Lorsque le Musée Peabody d’histoire naturelle de Yale a dévoilé l’une des plus grandes peintures murales du monde, peu après la Seconde Guerre mondiale, le New York Times a éclaboussé l’image sur six colonnes. Le tableau de 33,5 mètres de long et de cinq mètres de haut, intitulé « L’âge des Reptiles », représentait environ 300 millions d’années d’évolution des dinosaures, du Dévonien au Crétacé, et, selon le paléontologue Karl Waage, plus tard directeur du musée, il « a mis le musée sur la carte ».

Il a également fait un nom pour Rudolph Zallinger, un jeune diplômé d’origine russe de la Yale School of Fine Arts, qui avait passé plus de quatre ans sur la peinture murale. Son travail a remporté le Pulitzer Fellowship in Art en 1949 et a attiré l’attention du magazine Life, qui a publié en 1953 une image dépliable de l’ensemble de la peinture murale.
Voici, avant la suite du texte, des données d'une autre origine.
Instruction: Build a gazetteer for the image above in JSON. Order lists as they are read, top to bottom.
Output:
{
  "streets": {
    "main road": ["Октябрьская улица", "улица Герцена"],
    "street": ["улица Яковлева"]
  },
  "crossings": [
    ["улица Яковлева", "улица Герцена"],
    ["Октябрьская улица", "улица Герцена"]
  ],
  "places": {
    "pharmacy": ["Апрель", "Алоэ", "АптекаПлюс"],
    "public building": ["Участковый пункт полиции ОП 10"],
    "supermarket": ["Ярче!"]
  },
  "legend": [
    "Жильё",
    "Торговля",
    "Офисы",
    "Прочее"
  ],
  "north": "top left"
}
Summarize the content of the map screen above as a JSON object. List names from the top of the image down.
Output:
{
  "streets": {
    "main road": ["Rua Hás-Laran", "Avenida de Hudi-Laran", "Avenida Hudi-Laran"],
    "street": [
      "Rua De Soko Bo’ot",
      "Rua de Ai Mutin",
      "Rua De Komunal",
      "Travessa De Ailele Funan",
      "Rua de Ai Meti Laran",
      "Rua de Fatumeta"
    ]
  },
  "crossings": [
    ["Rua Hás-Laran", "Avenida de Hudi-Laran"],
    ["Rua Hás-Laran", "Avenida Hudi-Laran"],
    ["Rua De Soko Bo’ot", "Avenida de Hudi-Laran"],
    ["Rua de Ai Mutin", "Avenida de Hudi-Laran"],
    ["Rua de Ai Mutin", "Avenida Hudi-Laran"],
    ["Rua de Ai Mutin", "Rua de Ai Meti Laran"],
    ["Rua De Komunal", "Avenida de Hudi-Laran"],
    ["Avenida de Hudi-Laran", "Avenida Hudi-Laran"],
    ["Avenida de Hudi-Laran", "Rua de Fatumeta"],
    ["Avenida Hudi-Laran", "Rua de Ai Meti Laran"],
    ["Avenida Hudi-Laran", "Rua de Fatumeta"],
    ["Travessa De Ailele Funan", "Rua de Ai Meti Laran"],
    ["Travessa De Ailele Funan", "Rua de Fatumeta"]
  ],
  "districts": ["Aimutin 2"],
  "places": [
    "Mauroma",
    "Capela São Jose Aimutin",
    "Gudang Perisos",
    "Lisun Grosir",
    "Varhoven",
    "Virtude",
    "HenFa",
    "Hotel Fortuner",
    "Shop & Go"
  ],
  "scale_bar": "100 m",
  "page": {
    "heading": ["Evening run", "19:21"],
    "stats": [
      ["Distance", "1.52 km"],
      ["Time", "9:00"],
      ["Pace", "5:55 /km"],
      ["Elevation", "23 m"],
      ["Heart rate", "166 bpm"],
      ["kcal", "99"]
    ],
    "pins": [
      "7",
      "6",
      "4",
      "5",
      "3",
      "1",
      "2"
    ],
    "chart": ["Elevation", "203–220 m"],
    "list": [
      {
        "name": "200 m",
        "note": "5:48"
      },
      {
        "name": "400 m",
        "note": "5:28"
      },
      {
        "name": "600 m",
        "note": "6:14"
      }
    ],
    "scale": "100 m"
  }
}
C’est pourquoi l’image de Tyrannosaure de Zallinger est devenue une inspiration involontaire pour le personnage principal d’un film japonais de 1954, Godzilla. Il a continué à travailler sur des missions pour des livres Life et Time-Life et, au cours d’une mission, a marqué l’histoire du dessin animé, presque par hasard, avec un trope visuel immédiatement reconnaissable et pourtant presque jamais attribué à lui.

Cela a commencé par une illustration qu’il a produite pour le livre Time-Life de 1965 Early Man. Dans une section intitulée « La route de l’Homo Sapiens », Zallinger a représenté une lignée de proto-singes, de singes et d’hominidés s’élevant d’accroupis en pressentis à la grande foulée droite de l’homme moderne. La répartition complète du dépliant a montré 15 individus, commençant par Pliopithèque et se terminant par Homo sapiens. Mais une fois repliée, une version simplifiée est apparue, avec seulement six personnes. Elle est devenue connue sous le nom de « Marche du progrès », à partir d’une ligne du texte, et est devenue l’une des images les plus célèbres de l’histoire de l’illustration scientifique.

En fait, des dessins similaires étaient apparus dès le livre de 1863 de T. H. Huxley, Evidence as to Man’s Place in Nature. Mais après Zallinger, c’est devenu un mème.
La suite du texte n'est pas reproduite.